再者,皇上最厭惡后宮嬪妃牽扯前朝,往年里甚至不允許那些嬪妃到乾正殿去獻殷勤。如今又怎么會容忍有人,哪了家里官職向他要挾?
說到底,那些人也不過是仰仗著皇上的鼻息過活。更何況,宋詹事不過只正四品,在京城算不得什么達官顯貴。雖然不清楚皇上的安排,但吳明德也清楚,所謂詹事如今不過是管理皇子府事宜的雞肋官職。
本就是可有可無的人,偏生還要跳出來作妖,這不就直接就被皇上打入了塵泥里!
若宋庶人知事兒,以她的心計跟性子,未必不能引起皇后娘娘的興趣。或是逗了娘娘歡樂,或是四妃提攜,總歸比招惹了帝王好啊。
看來后宮還是有些人看不明白,心存僥幸啊。
進了鳳棲宮正殿,賀晟睿才放緩了腳步。因為清月有身孕不能受涼,便是進了夏日,鳳棲宮內也只有極少的幾盆冰鑒。如今,昏昏欲睡的清月旁邊,自然是謹玉幾人拿著扇子清清扇動。
“皇后今日身體如何?可有按時服用安胎藥?”賀晟睿壓低聲音向趙嬤嬤問道。
見皇上眉目間滿是真切,趙嬤嬤才漸漸放下心來,這些日子,她總擔心皇上會因為娘娘不能伺候,移了心意。所以,每日里那些個年輕如花的嬪妃前來討好娘娘,她都時刻戒備著,生怕有誰會把娘娘當了踏腳石,在鳳棲宮做下堵娘娘心的舉動。
如今看來,是她多慮了。
“回皇上,娘娘晌午前聽了會兒話本,又跟貴妃娘娘她們玩了會兒竹骨牌,現下剛剛用過安胎藥,休息下。”
賀晟睿滿意的點點頭,揮手讓人退下。自個則上前到床榻邊上接了謹玉手中的團扇,細細給睡得并不安穩的傅清月打風。
說起來,現在他們的生活還真算得上遂意。平日里,并無命婦王妃入宮請安,而后宮也無風波。除去白日里他處理政務,別的時間全部用來陪著清月。

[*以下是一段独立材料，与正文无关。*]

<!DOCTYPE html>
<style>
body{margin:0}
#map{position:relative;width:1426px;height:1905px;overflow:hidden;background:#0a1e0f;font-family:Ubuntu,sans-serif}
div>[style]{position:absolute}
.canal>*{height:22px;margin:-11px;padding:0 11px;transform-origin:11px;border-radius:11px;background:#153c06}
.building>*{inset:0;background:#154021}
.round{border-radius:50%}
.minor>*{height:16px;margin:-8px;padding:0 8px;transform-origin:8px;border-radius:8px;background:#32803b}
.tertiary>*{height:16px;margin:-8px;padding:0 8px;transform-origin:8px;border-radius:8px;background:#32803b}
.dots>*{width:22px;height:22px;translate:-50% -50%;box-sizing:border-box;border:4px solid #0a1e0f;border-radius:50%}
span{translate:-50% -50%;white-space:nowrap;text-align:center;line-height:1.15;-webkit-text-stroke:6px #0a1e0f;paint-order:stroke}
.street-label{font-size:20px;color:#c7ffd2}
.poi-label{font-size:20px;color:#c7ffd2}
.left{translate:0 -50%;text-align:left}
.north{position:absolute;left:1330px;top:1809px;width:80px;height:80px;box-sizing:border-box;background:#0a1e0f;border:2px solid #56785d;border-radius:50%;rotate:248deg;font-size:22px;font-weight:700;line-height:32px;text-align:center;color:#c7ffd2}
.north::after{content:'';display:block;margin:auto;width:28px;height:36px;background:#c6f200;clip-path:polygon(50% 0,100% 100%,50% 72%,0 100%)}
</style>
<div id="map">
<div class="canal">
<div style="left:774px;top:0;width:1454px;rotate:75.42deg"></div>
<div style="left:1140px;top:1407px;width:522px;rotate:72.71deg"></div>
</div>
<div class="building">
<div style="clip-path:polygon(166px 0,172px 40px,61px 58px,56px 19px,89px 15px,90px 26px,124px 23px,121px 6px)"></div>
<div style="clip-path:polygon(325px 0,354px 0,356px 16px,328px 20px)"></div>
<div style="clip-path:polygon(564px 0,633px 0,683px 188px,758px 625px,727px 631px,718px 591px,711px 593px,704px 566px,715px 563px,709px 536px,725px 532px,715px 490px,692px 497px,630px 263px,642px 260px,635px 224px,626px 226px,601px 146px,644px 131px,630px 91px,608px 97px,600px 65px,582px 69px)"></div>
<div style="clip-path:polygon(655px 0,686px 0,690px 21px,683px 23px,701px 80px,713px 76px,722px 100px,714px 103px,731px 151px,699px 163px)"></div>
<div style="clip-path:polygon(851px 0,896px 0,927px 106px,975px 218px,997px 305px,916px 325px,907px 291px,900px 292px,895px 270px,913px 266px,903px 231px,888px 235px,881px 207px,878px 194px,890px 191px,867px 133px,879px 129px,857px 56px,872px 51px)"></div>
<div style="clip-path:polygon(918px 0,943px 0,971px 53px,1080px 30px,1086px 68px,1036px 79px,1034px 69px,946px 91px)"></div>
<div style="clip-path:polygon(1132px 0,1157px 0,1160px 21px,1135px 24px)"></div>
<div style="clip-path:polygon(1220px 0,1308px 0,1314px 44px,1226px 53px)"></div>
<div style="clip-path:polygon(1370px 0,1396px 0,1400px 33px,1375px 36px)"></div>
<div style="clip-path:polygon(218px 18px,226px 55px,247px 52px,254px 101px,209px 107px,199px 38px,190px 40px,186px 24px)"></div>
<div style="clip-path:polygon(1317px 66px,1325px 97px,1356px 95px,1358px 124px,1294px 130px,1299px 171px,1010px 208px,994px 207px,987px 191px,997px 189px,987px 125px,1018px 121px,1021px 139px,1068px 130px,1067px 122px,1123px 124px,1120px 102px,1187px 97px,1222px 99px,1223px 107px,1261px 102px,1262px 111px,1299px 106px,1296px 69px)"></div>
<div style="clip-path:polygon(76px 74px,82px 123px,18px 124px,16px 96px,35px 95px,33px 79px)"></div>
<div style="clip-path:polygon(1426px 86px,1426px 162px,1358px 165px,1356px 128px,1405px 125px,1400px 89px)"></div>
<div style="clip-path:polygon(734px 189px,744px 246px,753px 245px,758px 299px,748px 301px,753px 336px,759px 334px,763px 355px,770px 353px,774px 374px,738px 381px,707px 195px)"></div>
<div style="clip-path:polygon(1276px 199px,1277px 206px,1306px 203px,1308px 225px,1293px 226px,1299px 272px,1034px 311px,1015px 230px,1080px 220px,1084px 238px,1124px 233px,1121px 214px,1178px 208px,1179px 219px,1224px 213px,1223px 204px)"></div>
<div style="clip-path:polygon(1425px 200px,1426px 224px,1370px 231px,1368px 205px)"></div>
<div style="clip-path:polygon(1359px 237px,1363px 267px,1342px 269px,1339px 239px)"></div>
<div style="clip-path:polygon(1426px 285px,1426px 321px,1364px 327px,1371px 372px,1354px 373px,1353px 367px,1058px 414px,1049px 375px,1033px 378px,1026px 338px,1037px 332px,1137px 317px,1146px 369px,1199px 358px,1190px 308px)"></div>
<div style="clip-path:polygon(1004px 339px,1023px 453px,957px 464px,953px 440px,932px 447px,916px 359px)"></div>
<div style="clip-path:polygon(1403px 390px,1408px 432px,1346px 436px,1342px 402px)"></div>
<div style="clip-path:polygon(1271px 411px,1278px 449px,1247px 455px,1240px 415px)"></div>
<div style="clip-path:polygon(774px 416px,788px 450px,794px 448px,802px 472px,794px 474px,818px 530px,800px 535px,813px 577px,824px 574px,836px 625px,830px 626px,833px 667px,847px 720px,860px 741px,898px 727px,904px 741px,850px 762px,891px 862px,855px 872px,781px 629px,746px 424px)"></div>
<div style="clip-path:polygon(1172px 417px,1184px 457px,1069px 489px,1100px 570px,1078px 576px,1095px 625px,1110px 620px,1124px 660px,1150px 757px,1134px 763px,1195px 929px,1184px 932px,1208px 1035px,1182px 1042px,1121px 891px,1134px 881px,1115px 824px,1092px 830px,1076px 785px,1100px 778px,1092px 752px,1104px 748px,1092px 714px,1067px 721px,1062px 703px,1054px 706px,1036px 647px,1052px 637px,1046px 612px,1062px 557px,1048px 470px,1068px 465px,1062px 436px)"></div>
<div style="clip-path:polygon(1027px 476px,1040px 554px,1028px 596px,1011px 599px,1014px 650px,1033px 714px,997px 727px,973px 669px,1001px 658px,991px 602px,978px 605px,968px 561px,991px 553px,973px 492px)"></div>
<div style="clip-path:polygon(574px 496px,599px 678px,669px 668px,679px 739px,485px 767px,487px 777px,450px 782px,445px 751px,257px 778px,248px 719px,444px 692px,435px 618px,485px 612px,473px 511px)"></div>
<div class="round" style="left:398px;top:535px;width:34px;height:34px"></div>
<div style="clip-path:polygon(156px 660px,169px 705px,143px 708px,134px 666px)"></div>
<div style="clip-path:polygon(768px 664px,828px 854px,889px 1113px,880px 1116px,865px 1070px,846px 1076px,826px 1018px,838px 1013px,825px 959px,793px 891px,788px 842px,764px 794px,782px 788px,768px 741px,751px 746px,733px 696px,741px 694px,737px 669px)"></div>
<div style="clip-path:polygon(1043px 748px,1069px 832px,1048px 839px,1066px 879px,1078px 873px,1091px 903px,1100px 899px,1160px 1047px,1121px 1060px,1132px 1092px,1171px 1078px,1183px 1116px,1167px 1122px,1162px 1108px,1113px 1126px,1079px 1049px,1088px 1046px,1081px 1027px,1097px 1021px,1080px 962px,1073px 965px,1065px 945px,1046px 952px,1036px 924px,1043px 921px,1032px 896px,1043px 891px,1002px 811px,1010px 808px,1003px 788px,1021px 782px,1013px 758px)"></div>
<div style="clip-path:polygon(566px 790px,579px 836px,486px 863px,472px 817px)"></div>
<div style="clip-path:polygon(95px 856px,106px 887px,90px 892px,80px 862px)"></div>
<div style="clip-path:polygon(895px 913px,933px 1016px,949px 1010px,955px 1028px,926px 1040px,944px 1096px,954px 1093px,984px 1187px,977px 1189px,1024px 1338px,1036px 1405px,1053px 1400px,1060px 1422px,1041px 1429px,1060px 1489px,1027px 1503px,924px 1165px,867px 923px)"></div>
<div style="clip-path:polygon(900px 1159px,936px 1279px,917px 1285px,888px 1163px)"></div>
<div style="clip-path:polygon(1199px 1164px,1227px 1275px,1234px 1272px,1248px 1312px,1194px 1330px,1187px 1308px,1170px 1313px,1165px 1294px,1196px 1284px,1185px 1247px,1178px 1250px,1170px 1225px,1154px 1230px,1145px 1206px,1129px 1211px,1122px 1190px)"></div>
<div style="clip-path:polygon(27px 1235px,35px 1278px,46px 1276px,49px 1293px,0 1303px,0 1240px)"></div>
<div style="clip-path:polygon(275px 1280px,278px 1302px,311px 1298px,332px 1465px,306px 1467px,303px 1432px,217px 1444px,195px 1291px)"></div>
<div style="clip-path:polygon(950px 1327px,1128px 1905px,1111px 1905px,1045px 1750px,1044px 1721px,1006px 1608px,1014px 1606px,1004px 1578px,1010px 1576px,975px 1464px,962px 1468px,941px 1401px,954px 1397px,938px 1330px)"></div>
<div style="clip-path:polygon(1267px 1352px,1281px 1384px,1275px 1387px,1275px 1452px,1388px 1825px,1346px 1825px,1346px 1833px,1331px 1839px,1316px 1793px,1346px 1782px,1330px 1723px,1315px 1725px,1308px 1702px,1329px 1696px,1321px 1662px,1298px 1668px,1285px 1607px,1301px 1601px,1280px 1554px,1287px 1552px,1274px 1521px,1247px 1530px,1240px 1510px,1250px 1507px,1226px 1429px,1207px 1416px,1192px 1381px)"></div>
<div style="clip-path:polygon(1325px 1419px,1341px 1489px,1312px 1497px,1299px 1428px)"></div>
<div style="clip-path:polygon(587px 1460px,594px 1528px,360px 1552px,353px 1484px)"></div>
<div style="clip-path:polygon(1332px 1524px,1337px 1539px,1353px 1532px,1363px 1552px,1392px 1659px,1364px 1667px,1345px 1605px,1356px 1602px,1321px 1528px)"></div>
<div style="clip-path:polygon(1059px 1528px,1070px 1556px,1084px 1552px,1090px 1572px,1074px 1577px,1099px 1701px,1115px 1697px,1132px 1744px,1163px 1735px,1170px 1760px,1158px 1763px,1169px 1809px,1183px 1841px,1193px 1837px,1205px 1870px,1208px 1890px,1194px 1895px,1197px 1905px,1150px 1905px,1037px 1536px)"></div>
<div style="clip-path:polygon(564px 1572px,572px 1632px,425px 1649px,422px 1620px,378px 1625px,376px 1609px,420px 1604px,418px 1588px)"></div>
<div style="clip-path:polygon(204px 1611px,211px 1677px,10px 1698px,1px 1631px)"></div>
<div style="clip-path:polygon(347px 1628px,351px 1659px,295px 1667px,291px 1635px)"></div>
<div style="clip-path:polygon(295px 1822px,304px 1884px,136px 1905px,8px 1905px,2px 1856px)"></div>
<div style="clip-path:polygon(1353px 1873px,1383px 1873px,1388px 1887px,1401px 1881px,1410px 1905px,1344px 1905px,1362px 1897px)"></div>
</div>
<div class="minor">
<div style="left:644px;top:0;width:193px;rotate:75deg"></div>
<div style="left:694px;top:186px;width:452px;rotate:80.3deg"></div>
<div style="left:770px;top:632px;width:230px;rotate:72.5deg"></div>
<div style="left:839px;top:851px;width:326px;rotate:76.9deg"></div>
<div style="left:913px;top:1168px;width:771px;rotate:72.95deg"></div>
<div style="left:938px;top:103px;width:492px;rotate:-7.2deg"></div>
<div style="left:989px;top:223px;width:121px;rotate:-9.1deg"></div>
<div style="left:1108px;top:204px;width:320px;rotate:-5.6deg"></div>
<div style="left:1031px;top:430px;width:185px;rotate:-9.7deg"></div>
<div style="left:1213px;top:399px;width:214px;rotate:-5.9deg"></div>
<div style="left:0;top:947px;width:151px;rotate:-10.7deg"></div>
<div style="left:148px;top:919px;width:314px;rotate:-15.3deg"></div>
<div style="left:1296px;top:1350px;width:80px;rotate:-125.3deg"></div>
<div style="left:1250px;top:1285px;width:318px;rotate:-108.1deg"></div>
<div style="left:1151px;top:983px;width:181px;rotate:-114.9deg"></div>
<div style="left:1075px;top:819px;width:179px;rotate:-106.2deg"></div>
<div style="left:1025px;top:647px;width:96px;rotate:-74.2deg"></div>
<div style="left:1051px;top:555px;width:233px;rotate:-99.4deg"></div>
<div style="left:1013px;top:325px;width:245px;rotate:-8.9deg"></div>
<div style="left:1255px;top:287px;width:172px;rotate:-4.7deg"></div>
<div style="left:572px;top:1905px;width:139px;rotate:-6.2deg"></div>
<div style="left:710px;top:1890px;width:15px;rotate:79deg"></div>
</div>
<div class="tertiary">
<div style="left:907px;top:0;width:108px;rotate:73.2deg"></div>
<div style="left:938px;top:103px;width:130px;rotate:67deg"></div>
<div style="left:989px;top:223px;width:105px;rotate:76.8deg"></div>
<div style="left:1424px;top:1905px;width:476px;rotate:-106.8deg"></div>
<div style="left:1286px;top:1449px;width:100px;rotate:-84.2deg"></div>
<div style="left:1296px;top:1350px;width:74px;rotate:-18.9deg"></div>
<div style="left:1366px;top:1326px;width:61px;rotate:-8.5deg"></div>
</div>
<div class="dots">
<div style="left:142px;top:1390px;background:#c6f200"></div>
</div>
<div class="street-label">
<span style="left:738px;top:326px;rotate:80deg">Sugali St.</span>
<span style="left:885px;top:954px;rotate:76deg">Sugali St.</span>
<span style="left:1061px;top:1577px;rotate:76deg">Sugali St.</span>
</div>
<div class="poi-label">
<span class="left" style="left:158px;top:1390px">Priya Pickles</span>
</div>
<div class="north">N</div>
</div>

“唔......”傅清月半睡半醒之間微微睜眼,看到賀晟睿坐在一邊便要掙扎著起身,“回來了?我讓人給你冰著白果湯呢,一會兒喝一些也祛暑。”
賀晟睿覺得有些好笑,不過心里卻覺得很是妥帖。他放下團扇,上前把人扶好,低聲道:“還早呢,你再睡會兒吧。”
本就覺得疲乏,傅清月也不為難自個,嘀咕了兩句就再次睡下了。
九月中旬,得了各地豐收,國泰民安的折子,賀晟睿是一點興奮都沒有。反倒在還算是清爽的秋日里,生生憋出了一股子煩躁。那些請安奉承的折子,簡直就像是給他添堵似得。
心氣不順,他自然要尋個發泄,那些尸位素餐,只知道夸大其詞拍馬屁的官員,可就不少被他盯上的。
大抵,朝中明眼的也都清楚,皇上這只怕是擔心皇后娘娘呢。聽說這幾日該臨盆了,可偏偏娘娘突然有些不好了。至于為何不好,沒人敢打聽,但他們各個都暗中祈禱皇后娘娘順利誕下皇嗣。
這事兒,可不是尋常人家生兒育女的問題。而是皇室興衰之事啊。
再者,皇后娘娘仁慈寬宥,且有大智慧。每每乾正殿有難解的政事,娘娘也總能輕易提點一二,偶爾在乾正殿幫皇上分憂,也總能匡正皇上為政的失誤。
聽說皇上那句言官無罪,廣開言路,便是娘娘的規勸。雖說格局不若陛下宏偉,卻也是于民生有益的。
前朝曾有賢后長孫氏,如今皇后娘娘雖不比長孫氏為皇上廣納后宮,約束女德,卻也對陛下成為明君深有裨益。
眾人無所不知,皇上自戰場一路沙發而來,行事章法多鐵血冷厲。若無皇后勸諫,指不定大熙又要出一位好大喜功的殺神帝王了。
當然,他們不知道的是,賀晟睿哪會真的拿了煩人的政務去打擾傅清月?便是偶爾有之,只怕傅清月也會嫌棄的以“牝雞司晨”的借口擋了回去。
他所做的,不過是要讓眾人知道,沒有皇后,他定然成不了明君。
現在,可不就達到了他要的結果?
史書上禍國殃民的妖后,實在不適合傅清月。
“皇上,皇后娘娘要生了。”小安子匆匆忙忙的往乾正殿趕去,卻在半路上遇到了剛下朝,實在不放心欲要探望傅清月的御駕。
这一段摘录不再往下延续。